--- Data supplied Enclosed Below ---
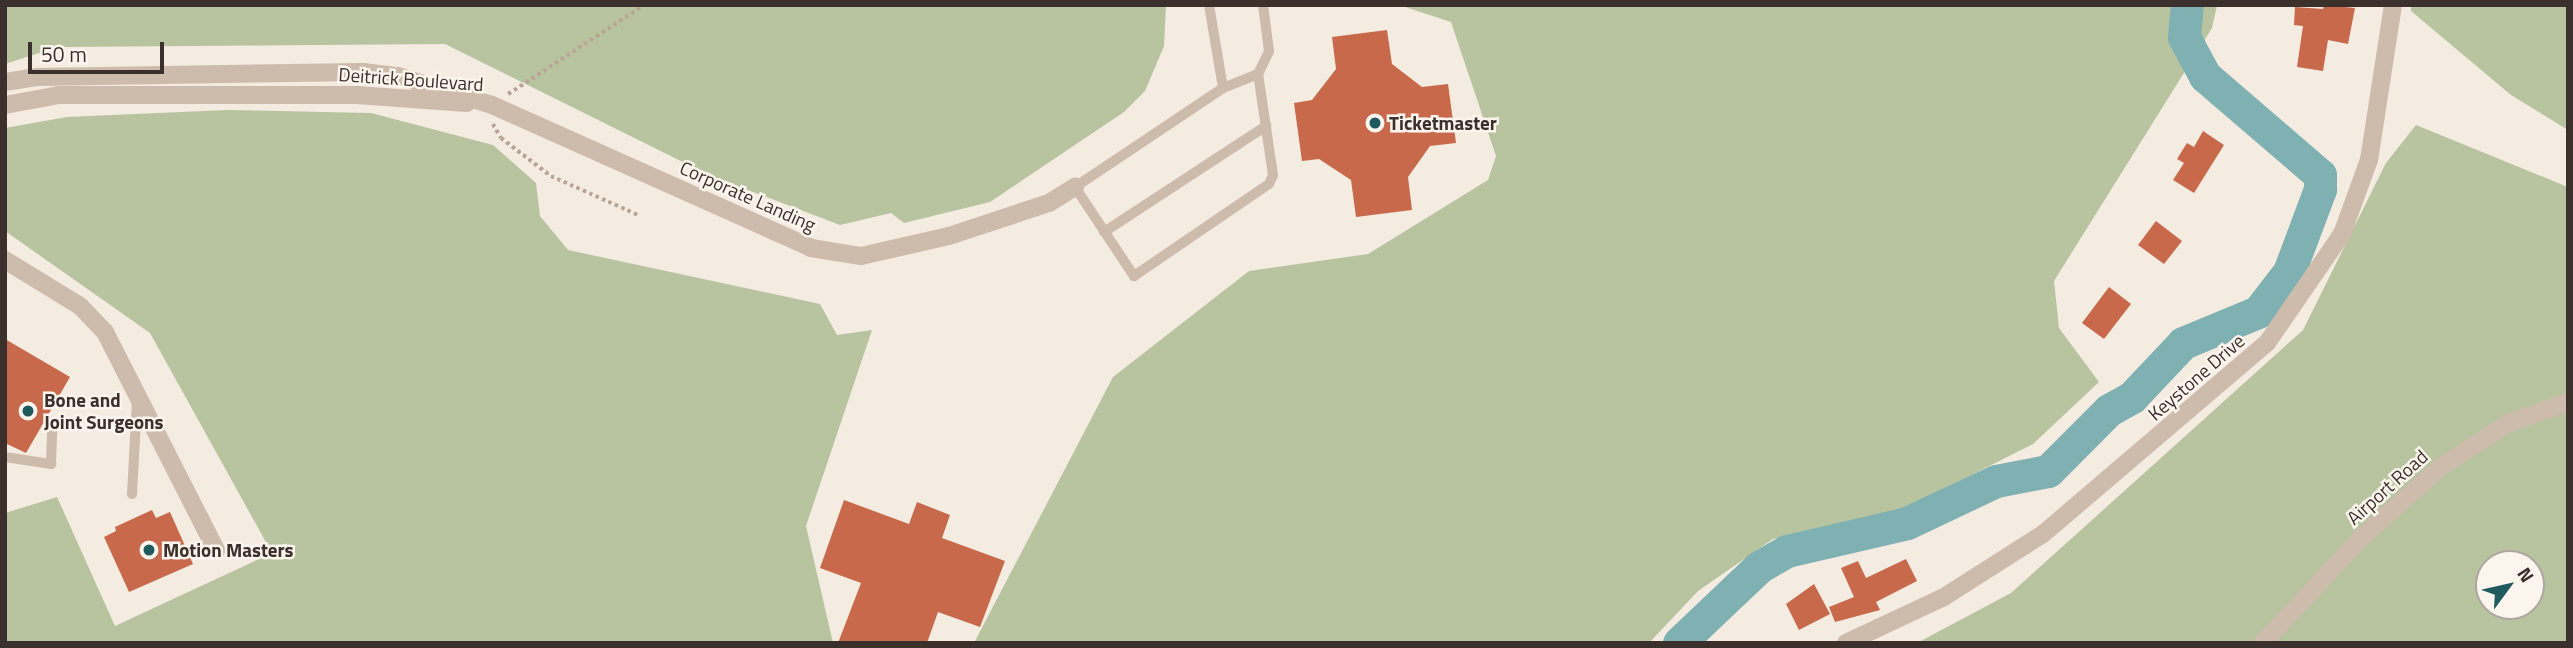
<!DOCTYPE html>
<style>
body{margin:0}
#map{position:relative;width:2573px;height:648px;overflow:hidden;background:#f4ebe1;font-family:"Titillium Web",sans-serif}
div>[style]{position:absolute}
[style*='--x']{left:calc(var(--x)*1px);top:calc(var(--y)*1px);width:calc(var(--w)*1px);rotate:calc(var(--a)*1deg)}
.green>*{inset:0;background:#b8c4a0}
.river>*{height:33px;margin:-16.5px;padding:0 16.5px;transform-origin:16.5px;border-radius:16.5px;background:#7fb0b2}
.building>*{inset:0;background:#c8694b}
.path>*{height:3.5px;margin-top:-1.75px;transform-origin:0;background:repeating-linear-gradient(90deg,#b9a596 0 3.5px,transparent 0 7px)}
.service>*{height:10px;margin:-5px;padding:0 5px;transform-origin:5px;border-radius:5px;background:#cdbbac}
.minor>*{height:18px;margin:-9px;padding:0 9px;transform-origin:9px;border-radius:9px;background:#cdbbac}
.tertiary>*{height:18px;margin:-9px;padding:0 9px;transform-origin:9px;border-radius:9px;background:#cdbbac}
.dots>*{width:19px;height:19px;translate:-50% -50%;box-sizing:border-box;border:4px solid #fbf5ee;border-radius:50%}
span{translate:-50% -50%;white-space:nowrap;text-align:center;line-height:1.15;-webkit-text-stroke:5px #fbf5ee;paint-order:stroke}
.street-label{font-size:19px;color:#3b302b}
.poi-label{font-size:19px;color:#3b302b;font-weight:700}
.left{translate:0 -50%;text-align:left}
.frame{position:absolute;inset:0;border:7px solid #3b302b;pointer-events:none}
.north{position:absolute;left:2475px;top:550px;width:70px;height:70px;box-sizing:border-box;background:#fbf5ee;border:2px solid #aea6a0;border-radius:50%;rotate:57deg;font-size:19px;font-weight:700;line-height:28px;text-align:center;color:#3b302b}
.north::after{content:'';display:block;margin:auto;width:24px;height:32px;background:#1f5a5e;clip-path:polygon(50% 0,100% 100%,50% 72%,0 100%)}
.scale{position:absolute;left:28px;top:42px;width:136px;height:32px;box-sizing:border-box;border:4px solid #3b302b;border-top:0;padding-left:9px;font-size:21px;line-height:24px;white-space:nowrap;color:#3b302b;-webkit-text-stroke:5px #fbf5ee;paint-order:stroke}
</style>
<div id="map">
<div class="green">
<div style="clip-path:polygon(5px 5px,1166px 5px,1164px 46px,1145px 91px,1124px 112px,990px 202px,904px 223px,891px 213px,840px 225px,711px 176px,445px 44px,58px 47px,5px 64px)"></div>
<div style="clip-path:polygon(1399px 5px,2217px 5px,2212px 28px,2054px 281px,2059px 328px,2099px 382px,2033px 444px,1870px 526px,1773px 539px,1698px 591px,1649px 643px,974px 643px,1113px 377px,1249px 271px,1368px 254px,1488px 180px,1496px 156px,1451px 22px)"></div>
<div style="clip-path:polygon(2411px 5px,2568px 5px,2568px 130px,2511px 95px,2411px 11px)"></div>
<div style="clip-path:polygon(227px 110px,371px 113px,493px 145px,536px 183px,540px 216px,568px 250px,820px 304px,837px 335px,872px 330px,806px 526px,833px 643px,5px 643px,5px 513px,57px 497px,115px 626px,272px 553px,150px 333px,5px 231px,5px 128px,67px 117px)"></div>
<div style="clip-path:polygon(evenodd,2416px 125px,2568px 187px,2568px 643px,1917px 643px,2011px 593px,2303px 330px,2386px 163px,2416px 125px,2489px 564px,2531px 564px,2531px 606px,2489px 606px,2489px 564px)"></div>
</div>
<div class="river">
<div style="--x:1679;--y:643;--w:110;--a:-43.5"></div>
<div style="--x:1759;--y:567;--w:32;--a:-30"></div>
<div style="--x:1787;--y:551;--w:123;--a:-13.1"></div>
<div style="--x:1907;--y:523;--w:98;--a:-25.3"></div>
<div style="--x:1996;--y:481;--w:53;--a:-10.9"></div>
<div style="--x:2048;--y:471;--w:86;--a:-45"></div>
<div style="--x:2109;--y:410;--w:26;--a:-29"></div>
<div style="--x:2132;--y:397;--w:74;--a:-46.6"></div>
<div style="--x:2183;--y:343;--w:81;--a:-22.5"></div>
<div style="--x:2258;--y:312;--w:51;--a:-52.2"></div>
<div style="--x:2289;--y:272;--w:89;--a:-69.5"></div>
<div style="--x:2320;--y:189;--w:14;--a:-90"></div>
<div style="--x:2320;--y:175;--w:152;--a:-139.3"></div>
<div style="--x:2205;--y:76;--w:44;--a:-118.3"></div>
<div style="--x:2184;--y:37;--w:32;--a:-85"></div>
</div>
<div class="building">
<div style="clip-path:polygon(2324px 5px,2355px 8px,2348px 44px,2328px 40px,2323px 71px,2297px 67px,2303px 26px,2294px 25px,2295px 7px,2323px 9px)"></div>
<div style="clip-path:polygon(1387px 30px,1392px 64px,1422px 87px,1448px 84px,1456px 143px,1430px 146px,1408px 177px,1412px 210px,1356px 217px,1351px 180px,1319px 159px,1302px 161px,1294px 103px,1312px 100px,1336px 69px,1332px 37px)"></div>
<div style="clip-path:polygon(2203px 131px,2224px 145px,2194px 193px,2173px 180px,2184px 163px,2177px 159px,2187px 143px,2194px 147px)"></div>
<div style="clip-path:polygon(2156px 221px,2182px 241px,2164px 264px,2138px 245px)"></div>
<div style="clip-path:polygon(2109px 287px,2131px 304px,2104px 339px,2082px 323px)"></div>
<div style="clip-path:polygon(5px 339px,70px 377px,26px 453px,5px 443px)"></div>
<div style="clip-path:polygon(844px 500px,909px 524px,917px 502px,950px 515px,942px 538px,1005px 561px,980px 627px,938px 612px,927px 643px,838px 643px,861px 583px,820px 568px)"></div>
<div style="clip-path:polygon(152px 510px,156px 518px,170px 512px,193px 564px,129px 592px,104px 537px,116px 531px,115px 527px)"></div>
<div style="clip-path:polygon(1906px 559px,1917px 581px,1876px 602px,1880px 610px,1835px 622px,1829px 607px,1854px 597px,1841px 568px,1858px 561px,1866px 578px)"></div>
<div style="clip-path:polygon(1814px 584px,1830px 614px,1799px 630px,1786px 604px)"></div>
</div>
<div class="path">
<div style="--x:508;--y:94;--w:163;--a:-33.2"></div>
<div style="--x:493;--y:124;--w:16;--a:60"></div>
<div style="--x:501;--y:138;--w:63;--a:37.2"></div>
<div style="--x:551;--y:176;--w:95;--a:24.1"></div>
</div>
<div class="service">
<div style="--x:1209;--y:5;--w:84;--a:80.4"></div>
<div style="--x:1258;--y:74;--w:38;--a:158"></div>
<div style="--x:1223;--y:88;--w:178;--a:146.2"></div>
<div style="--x:1075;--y:187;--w:107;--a:56.5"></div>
<div style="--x:1134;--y:276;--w:163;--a:-34.3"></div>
<div style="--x:1269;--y:184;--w:10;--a:-66"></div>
<div style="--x:1273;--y:175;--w:102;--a:-98.4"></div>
<div style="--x:1258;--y:74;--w:25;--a:-64"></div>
<div style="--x:1269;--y:51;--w:46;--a:-97.4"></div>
<div style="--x:1104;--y:232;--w:194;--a:-33.2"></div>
<div style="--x:5;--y:457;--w:47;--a:8.7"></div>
<div style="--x:51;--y:464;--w:38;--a:-88"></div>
<div style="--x:132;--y:494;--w:92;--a:-86.9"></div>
</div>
<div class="minor">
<div style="--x:5;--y:82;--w:33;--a:-9"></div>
<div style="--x:38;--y:77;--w:325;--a:-0.9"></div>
<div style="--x:363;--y:72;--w:35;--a:7"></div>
<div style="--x:398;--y:76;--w:98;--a:17.1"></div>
<div style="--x:492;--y:105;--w:350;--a:24.1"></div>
<div style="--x:811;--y:248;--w:51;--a:9.1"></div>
<div style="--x:861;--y:256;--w:90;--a:-12.8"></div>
<div style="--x:949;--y:236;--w:105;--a:-18.3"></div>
<div style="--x:1049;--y:203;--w:31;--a:-32"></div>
<div style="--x:5;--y:105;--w:55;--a:-10.5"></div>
<div style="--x:59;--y:95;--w:298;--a:0"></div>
<div style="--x:357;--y:95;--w:110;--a:4.2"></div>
<div style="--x:5;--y:260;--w:88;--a:31.5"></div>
<div style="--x:80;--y:306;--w:36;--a:46"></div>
<div style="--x:105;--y:332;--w:245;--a:63"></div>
</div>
<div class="tertiary">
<div style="--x:1846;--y:643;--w:108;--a:-25.1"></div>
<div style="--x:1944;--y:597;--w:117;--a:-32.5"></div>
<div style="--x:2043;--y:534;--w:294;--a:-40.5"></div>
<div style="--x:2267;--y:343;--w:132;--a:-55.5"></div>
<div style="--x:2342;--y:234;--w:79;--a:-70"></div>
<div style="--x:2369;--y:160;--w:157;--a:-81.2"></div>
<div style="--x:2263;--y:643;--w:144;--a:-47"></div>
<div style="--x:2361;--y:538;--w:108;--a:-41.6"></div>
<div style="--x:2442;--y:466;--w:80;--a:-32.7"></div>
<div style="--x:2509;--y:423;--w:63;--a:-19.6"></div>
</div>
<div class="dots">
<div style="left:1375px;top:123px;background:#1f5a5e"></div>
<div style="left:28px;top:411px;background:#1f5a5e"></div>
<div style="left:149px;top:550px;background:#1f5a5e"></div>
</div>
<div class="street-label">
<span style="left:411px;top:79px;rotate:4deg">Deitrick Boulevard</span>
<span style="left:748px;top:196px;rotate:24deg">Corporate Landing</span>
<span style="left:2196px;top:377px;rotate:-41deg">Keystone Drive</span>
<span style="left:2387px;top:487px;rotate:-42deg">Airport Road</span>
</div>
<div class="poi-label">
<span class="left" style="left:1389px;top:123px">Ticketmaster</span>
<span class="left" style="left:44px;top:411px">Bone and<br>Joint Surgeons</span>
<span class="left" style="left:163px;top:550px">Motion Masters</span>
</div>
<div class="frame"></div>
<div class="north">N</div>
<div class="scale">50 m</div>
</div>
--- End of Enclosed Data supplied ---
Exercise requirements
I need every line from the material that contains the word "river".

Exercise result
.river>*{height:33px;margin:-16.5px;padding:0 16.5px;transform-origin:16.5px;border-radius:16.5px;background:#7fb0b2}
<div class="river">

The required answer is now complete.